The really useful data from this part of the survey came on that complaint process stage prior to its escalation to the complaints office as a formal written complaint. When asked whether they had talked to anyone about their most serious problem before coming to the Complaints Department, 77% said they had. Some had gone to sources outside the hospital such as a solicitor or the Minister of Health and their MP but for the most part, they went to someone in the hospital. The hospital has a chance of pulling the complainant back from the formal procedure. 19 of the 26 people who answered this question said they had contacted someone at least and 4 of that number up to three times.
Identifying Opportunities for Resolution
The opportunities for resolution opened up by this data are important and a valuable insight into how hospitals can work with patients to minimise escalation and how much faith patients continue to have in a system that they abandon reluctantly to take up their complaint formally. Again the numbers are less important than the general guidance on behaviours and the definition of an opportunity to intervene.

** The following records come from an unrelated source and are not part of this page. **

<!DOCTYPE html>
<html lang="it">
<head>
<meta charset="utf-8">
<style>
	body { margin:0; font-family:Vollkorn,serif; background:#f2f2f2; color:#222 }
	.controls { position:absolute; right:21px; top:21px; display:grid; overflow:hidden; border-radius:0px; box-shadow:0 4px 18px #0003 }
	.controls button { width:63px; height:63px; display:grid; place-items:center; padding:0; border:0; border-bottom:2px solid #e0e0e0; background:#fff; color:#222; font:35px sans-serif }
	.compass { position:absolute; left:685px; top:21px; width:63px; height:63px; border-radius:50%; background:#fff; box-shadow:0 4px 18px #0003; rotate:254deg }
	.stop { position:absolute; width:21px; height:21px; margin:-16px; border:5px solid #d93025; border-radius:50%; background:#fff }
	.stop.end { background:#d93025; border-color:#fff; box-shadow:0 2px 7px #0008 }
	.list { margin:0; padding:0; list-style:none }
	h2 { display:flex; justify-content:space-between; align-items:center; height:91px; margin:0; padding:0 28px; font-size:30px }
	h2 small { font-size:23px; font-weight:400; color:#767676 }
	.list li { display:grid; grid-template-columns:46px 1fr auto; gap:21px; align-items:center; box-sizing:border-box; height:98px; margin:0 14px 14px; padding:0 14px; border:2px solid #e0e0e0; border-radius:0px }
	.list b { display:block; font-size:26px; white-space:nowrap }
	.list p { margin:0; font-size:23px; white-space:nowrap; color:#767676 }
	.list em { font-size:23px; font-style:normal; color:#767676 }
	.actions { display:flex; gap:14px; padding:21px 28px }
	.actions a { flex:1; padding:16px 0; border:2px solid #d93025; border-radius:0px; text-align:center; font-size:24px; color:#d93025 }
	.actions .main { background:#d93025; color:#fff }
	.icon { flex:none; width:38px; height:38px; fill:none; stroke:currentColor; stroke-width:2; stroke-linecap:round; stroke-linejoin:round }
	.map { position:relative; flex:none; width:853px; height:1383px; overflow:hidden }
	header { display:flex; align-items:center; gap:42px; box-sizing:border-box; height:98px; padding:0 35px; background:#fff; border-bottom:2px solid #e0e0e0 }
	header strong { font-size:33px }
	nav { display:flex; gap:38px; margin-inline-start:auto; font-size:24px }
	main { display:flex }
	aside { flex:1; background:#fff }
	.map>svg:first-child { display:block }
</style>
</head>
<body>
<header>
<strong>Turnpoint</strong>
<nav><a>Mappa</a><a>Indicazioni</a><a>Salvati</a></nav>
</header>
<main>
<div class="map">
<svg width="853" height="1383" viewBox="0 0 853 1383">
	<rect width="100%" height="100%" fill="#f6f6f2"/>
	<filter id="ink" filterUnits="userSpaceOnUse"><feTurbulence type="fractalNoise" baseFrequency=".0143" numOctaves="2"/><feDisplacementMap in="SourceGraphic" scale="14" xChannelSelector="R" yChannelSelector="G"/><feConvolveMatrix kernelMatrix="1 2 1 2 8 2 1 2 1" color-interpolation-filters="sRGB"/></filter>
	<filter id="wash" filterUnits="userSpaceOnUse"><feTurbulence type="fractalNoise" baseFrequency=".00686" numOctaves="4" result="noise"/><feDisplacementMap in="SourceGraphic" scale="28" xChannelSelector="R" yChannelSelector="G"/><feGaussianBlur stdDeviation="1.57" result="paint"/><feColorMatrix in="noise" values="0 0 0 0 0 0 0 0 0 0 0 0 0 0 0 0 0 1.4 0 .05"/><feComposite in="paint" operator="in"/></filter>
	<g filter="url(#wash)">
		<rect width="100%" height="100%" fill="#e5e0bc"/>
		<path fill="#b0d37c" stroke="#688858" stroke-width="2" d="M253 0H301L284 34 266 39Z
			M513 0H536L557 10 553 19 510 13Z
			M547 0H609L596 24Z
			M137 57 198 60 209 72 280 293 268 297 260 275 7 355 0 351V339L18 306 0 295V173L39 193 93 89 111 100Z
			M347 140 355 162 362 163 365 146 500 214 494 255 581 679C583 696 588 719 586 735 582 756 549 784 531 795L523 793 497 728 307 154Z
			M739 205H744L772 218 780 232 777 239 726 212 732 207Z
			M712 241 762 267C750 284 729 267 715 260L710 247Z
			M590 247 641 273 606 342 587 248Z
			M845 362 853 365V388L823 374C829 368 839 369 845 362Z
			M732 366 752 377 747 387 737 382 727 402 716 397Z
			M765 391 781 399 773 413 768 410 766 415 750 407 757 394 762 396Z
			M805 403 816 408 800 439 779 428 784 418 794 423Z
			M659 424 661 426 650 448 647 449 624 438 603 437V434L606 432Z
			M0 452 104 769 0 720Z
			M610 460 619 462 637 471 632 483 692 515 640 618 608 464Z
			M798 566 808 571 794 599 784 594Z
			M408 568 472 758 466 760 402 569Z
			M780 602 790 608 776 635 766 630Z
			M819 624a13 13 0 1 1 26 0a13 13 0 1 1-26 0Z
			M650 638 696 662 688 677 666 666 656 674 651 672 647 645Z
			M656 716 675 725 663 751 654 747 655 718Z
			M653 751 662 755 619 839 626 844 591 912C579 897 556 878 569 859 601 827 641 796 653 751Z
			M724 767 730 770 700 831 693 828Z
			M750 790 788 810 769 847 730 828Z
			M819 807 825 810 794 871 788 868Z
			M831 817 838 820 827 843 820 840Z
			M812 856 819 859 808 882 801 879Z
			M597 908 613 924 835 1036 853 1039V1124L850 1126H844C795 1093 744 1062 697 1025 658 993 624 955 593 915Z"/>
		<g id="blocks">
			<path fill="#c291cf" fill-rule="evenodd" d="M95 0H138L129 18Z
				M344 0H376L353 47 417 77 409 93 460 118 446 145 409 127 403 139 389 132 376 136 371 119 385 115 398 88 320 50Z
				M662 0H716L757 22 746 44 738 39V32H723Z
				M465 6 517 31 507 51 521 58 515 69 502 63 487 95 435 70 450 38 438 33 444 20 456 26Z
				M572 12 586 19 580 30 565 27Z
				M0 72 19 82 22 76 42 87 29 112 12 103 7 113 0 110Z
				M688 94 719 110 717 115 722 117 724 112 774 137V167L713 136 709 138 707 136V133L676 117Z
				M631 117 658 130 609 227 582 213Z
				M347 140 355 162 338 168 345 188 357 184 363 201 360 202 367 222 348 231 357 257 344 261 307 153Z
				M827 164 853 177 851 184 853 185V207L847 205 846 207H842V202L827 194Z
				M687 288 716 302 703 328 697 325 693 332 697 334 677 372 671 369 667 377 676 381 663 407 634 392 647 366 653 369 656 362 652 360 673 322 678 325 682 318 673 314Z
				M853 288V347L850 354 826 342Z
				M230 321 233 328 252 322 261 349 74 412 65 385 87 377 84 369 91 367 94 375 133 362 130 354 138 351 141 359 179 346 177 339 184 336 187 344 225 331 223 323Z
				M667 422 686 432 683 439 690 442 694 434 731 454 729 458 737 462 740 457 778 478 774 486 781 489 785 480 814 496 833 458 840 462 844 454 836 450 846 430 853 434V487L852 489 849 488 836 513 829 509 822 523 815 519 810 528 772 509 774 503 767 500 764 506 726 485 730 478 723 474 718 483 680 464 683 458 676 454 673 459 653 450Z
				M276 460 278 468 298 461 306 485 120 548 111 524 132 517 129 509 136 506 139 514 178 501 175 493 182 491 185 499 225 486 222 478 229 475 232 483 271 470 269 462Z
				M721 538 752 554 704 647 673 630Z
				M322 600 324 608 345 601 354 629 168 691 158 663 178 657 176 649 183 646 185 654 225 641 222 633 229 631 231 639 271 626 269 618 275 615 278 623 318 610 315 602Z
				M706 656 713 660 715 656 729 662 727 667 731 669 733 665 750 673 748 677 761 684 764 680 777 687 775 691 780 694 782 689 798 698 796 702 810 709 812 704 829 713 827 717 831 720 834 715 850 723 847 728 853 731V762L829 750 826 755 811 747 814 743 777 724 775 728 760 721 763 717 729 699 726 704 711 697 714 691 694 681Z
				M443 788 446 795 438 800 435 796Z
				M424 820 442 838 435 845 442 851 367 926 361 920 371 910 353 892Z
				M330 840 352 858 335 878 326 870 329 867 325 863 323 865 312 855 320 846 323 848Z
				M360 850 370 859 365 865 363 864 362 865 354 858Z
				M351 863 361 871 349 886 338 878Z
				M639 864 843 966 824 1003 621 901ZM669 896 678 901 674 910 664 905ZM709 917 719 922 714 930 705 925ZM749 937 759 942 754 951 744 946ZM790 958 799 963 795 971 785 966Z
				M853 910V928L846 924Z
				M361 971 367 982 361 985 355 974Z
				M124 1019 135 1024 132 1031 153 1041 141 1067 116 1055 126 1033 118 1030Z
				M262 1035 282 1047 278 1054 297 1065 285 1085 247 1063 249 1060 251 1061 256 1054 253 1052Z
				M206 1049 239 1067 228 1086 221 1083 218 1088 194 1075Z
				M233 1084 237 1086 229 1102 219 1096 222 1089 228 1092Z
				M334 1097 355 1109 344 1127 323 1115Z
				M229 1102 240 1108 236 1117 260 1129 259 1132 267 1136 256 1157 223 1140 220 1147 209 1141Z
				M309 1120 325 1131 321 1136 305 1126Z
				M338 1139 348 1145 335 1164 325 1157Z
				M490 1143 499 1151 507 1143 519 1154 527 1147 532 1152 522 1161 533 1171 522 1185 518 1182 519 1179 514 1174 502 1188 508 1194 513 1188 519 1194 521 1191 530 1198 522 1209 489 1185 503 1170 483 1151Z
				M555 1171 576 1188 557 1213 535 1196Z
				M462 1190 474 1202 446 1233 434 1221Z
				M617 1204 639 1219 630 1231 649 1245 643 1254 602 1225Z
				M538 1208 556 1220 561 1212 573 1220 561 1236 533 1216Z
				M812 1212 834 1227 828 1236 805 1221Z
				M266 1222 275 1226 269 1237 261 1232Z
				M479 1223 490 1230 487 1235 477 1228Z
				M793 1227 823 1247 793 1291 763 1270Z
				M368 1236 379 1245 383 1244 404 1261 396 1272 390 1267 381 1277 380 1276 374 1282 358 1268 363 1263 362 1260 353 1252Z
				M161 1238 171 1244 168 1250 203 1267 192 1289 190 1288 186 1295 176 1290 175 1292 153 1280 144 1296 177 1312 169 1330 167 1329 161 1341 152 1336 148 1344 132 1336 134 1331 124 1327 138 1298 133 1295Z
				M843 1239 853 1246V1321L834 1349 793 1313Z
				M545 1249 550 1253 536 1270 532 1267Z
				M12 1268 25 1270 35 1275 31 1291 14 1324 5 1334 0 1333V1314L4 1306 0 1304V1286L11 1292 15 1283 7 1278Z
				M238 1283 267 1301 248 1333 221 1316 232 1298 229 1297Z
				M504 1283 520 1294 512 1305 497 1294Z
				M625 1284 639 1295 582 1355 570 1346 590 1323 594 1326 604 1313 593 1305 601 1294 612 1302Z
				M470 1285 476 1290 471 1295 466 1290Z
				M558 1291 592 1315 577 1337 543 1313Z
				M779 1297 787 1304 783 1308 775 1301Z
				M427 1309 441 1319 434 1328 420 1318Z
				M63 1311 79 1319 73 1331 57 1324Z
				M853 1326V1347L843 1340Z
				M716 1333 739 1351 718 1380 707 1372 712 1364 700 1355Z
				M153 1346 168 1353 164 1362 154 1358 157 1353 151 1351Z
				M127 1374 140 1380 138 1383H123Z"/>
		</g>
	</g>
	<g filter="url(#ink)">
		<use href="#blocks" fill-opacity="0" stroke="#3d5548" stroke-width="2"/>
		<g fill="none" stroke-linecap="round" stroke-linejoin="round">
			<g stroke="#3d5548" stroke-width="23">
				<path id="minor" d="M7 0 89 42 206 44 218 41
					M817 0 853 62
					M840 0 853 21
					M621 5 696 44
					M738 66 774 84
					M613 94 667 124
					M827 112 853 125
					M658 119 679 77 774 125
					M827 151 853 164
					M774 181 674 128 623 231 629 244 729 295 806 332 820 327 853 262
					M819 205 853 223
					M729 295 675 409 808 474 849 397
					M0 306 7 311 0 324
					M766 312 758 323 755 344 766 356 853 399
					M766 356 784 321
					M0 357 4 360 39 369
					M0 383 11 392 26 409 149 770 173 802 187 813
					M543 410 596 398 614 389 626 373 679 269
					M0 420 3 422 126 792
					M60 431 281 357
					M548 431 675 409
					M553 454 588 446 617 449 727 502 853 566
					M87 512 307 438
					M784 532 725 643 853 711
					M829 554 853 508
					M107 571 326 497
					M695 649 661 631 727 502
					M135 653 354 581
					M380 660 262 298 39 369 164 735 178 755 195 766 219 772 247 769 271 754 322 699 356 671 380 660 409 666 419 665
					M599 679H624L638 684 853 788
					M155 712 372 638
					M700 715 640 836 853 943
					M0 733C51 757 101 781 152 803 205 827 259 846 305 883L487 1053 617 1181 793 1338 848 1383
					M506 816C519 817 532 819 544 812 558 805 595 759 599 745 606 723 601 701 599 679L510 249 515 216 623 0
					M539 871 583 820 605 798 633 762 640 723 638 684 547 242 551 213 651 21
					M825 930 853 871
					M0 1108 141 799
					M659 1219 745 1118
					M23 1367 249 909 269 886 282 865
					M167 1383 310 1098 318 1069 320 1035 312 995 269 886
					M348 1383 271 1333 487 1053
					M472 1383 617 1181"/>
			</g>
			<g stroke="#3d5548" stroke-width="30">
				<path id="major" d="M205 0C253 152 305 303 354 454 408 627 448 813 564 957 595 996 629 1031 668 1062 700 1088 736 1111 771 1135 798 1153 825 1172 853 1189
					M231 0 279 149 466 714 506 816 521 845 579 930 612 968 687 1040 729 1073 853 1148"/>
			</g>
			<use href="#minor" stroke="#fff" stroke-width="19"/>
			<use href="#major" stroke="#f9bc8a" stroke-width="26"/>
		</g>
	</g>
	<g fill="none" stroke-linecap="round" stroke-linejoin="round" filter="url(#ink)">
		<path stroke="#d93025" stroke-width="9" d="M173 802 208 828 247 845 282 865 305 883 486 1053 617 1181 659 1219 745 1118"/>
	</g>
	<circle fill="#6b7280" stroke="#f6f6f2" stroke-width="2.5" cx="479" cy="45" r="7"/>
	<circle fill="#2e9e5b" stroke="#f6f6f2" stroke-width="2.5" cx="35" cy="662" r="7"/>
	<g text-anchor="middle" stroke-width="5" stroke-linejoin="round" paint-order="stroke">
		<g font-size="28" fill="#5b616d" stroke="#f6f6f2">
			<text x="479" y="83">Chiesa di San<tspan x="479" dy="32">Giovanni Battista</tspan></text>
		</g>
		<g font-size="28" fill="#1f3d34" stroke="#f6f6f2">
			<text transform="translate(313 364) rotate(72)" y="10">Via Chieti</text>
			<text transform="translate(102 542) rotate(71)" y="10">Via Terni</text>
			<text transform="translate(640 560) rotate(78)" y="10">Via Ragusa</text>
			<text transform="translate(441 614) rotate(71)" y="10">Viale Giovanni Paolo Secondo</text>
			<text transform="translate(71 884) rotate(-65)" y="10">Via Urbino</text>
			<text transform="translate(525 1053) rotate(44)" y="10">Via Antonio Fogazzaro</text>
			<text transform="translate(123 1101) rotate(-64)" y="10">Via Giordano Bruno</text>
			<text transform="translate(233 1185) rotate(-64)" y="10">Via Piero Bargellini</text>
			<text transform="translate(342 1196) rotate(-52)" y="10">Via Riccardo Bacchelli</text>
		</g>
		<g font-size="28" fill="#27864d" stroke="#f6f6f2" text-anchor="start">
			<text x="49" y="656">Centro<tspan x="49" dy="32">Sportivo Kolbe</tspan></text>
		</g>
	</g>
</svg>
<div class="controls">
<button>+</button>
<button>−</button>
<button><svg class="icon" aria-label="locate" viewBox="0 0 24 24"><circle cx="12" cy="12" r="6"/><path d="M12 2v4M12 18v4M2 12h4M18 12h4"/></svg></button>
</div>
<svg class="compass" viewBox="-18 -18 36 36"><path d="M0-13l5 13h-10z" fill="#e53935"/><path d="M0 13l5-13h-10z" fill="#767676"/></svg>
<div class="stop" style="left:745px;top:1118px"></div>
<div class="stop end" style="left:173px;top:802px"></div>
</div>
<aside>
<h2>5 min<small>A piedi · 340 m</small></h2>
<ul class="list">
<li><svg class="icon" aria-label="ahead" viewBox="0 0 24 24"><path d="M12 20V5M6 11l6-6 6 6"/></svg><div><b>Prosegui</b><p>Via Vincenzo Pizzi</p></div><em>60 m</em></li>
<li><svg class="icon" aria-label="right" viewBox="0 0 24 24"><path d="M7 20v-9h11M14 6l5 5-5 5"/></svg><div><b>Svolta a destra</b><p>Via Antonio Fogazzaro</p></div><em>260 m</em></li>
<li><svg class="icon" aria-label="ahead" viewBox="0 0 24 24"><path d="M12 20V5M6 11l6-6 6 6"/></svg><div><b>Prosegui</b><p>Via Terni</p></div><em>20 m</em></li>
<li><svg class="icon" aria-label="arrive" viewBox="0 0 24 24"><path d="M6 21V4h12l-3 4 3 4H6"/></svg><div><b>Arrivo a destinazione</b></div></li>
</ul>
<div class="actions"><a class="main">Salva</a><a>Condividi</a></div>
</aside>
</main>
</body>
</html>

We have now seen that feeling strongly about a problem does not impede people from giving a good account of what happened. Did the survey offer a comparable insight into what the complainant felt about the process as a whole?
I don't believe it!
The feeling that came through most strongly was the disenchantment and disbelief of the complainant in regard to what the NHS complaint literature and information describe as the central premise and promise of the NHS complaints system - that a complaint would help ensure that things would be improved as a result of complaining. Complainants want to believe this but the system does nothing to reassure them and this arouses strong feelings.
In my view, the NHS complaint process is an investigation-based process that seeks to establish 'facts' by going back and taking acounts from clinicians and others involved. In doing so, it disguises and hides the emotional aspects by throwing the fire blanket of process over the blaze of feeling. This may dampen feelings down - it rarely extinguishes them; rather banks them up - so making things more comfortable for the managers and clinicians involved - the dispassionate path of process can reassure those whose conduct and judgements are being challenged. They feel safer if the process looks even-handed and 'fair'. (We can discuss another time whether things have to be this way.)
But to the complainant of course, whose feelings are being ignored and tidied away in the interests of process, this looks like indifference, condescension or at worst total exclusion from an approach which is then seen as favouring the insiders. The dispassionate process disarms the consumer whose major weapon is emotion. Can it be a surprise then if satisfaction is so low with a process that puts them through a lot and apparently delivers so little?